◆ Work order ◆
Would you give the entries again word for word, with no pictures in the copy?

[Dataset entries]
★ ★ ★ ★ ★ ★ ★

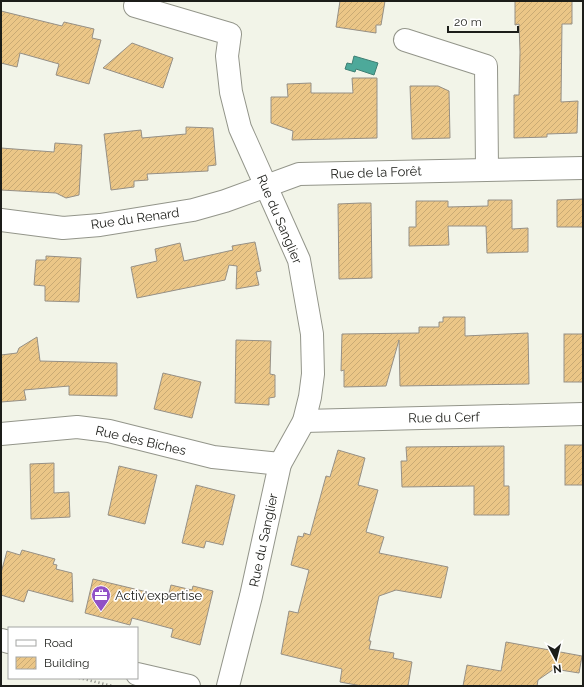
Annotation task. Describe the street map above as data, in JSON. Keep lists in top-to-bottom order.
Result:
{
  "streets": {
    "street": [
      "Rue de la Forêt",
      "Rue du Renard",
      "Rue du Sanglier",
      "Rue du Cerf",
      "Rue des Biches"
    ]
  },
  "crossings": [
    ["Rue de la Forêt", "Rue du Renard"],
    ["Rue de la Forêt", "Rue du Sanglier"],
    ["Rue du Renard", "Rue du Sanglier"],
    ["Rue du Sanglier", "Rue du Cerf"],
    ["Rue du Sanglier", "Rue des Biches"]
  ],
  "places": {
    "office": ["Activ'expertise"]
  },
  "legend": ["Road", "Building"],
  "scale_bar": "20 m",
  "north": "bottom"
}
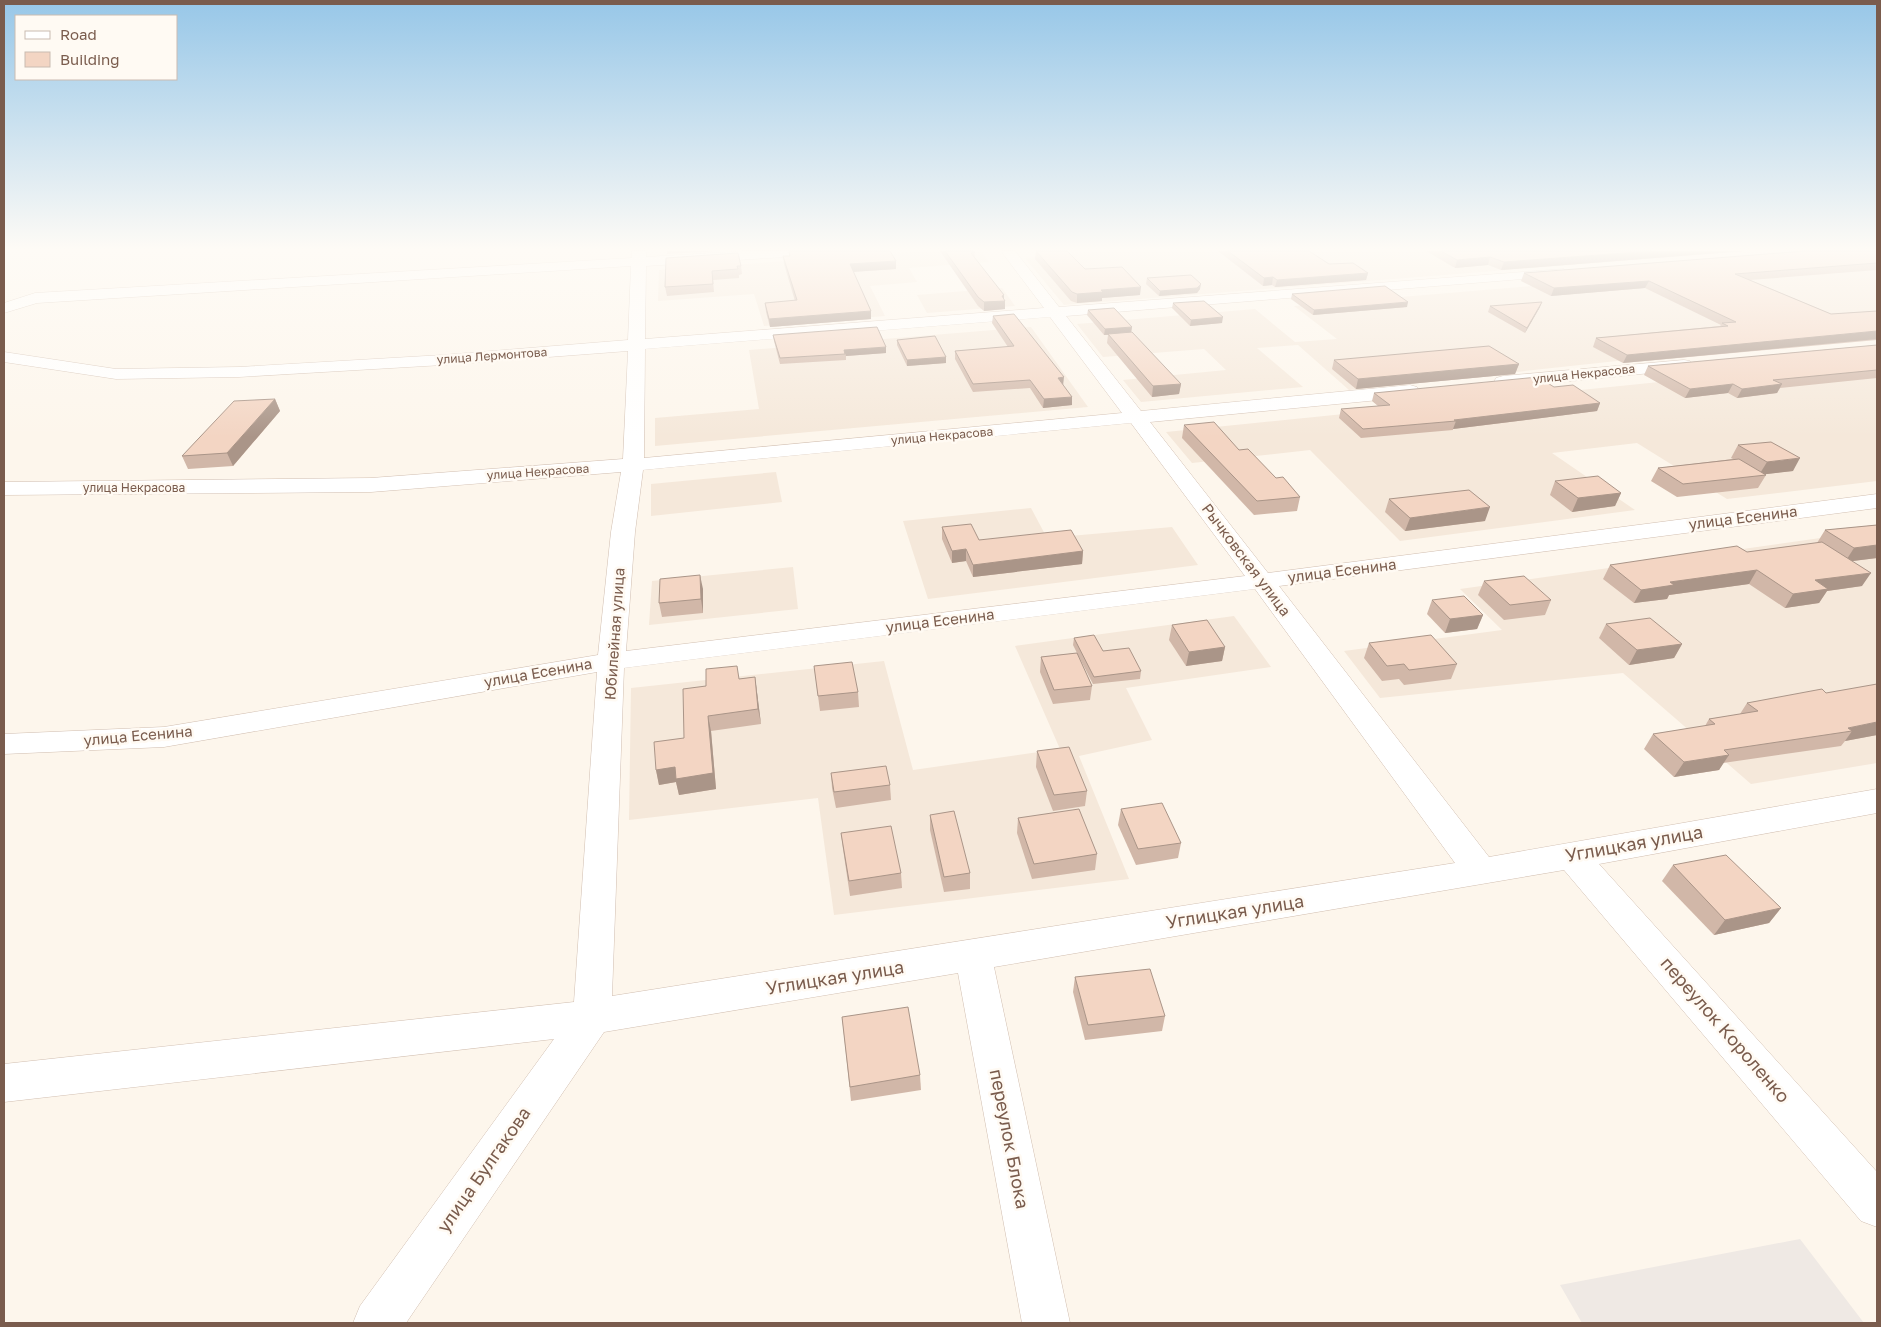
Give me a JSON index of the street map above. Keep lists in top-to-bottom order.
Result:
{
  "streets": {
    "street": [
      "улица Лермонтова",
      "улица Некрасова",
      "улица Есенина",
      "Рычковская улица",
      "Юбилейная улица",
      "Углицкая улица",
      "переулок Короленко",
      "переулок Блока",
      "улица Булгакова"
    ]
  },
  "crossings": [
    ["улица Лермонтова", "Рычковская улица"],
    ["улица Лермонтова", "Юбилейная улица"],
    ["улица Некрасова", "Рычковская улица"],
    ["улица Некрасова", "Юбилейная улица"],
    ["улица Есенина", "Рычковская улица"],
    ["улица Есенина", "Юбилейная улица"],
    ["Рычковская улица", "Углицкая улица"],
    ["Юбилейная улица", "Углицкая улица"],
    ["Юбилейная улица", "улица Булгакова"],
    ["Углицкая улица", "переулок Короленко"],
    ["Углицкая улица", "переулок Блока"],
    ["Углицкая улица", "улица Булгакова"]
  ],
  "legend": ["Road", "Building"]
}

★ ★ ★ ★ ★ ★ ★

◆ Response area ◆
Annotation task. Describe the street map above as data, in JSON. Keep lists in top-to-bottom order.
Result:
{
  "streets": {
    "street": [
      "Rue de la Forêt",
      "Rue du Renard",
      "Rue du Sanglier",
      "Rue du Cerf",
      "Rue des Biches"
    ]
  },
  "crossings": [
    ["Rue de la Forêt", "Rue du Renard"],
    ["Rue de la Forêt", "Rue du Sanglier"],
    ["Rue du Renard", "Rue du Sanglier"],
    ["Rue du Sanglier", "Rue du Cerf"],
    ["Rue du Sanglier", "Rue des Biches"]
  ],
  "places": {
    "office": ["Activ'expertise"]
  },
  "legend": ["Road", "Building"],
  "scale_bar": "20 m",
  "north": "bottom"
}
Give me a JSON index of the street map above. Keep lists in top-to-bottom order.
Result:
{
  "streets": {
    "street": [
      "улица Лермонтова",
      "улица Некрасова",
      "улица Есенина",
      "Рычковская улица",
      "Юбилейная улица",
      "Углицкая улица",
      "переулок Короленко",
      "переулок Блока",
      "улица Булгакова"
    ]
  },
  "crossings": [
    ["улица Лермонтова", "Рычковская улица"],
    ["улица Лермонтова", "Юбилейная улица"],
    ["улица Некрасова", "Рычковская улица"],
    ["улица Некрасова", "Юбилейная улица"],
    ["улица Есенина", "Рычковская улица"],
    ["улица Есенина", "Юбилейная улица"],
    ["Рычковская улица", "Углицкая улица"],
    ["Юбилейная улица", "Углицкая улица"],
    ["Юбилейная улица", "улица Булгакова"],
    ["Углицкая улица", "переулок Короленко"],
    ["Углицкая улица", "переулок Блока"],
    ["Углицкая улица", "улица Булгакова"]
  ],
  "legend": ["Road", "Building"]
}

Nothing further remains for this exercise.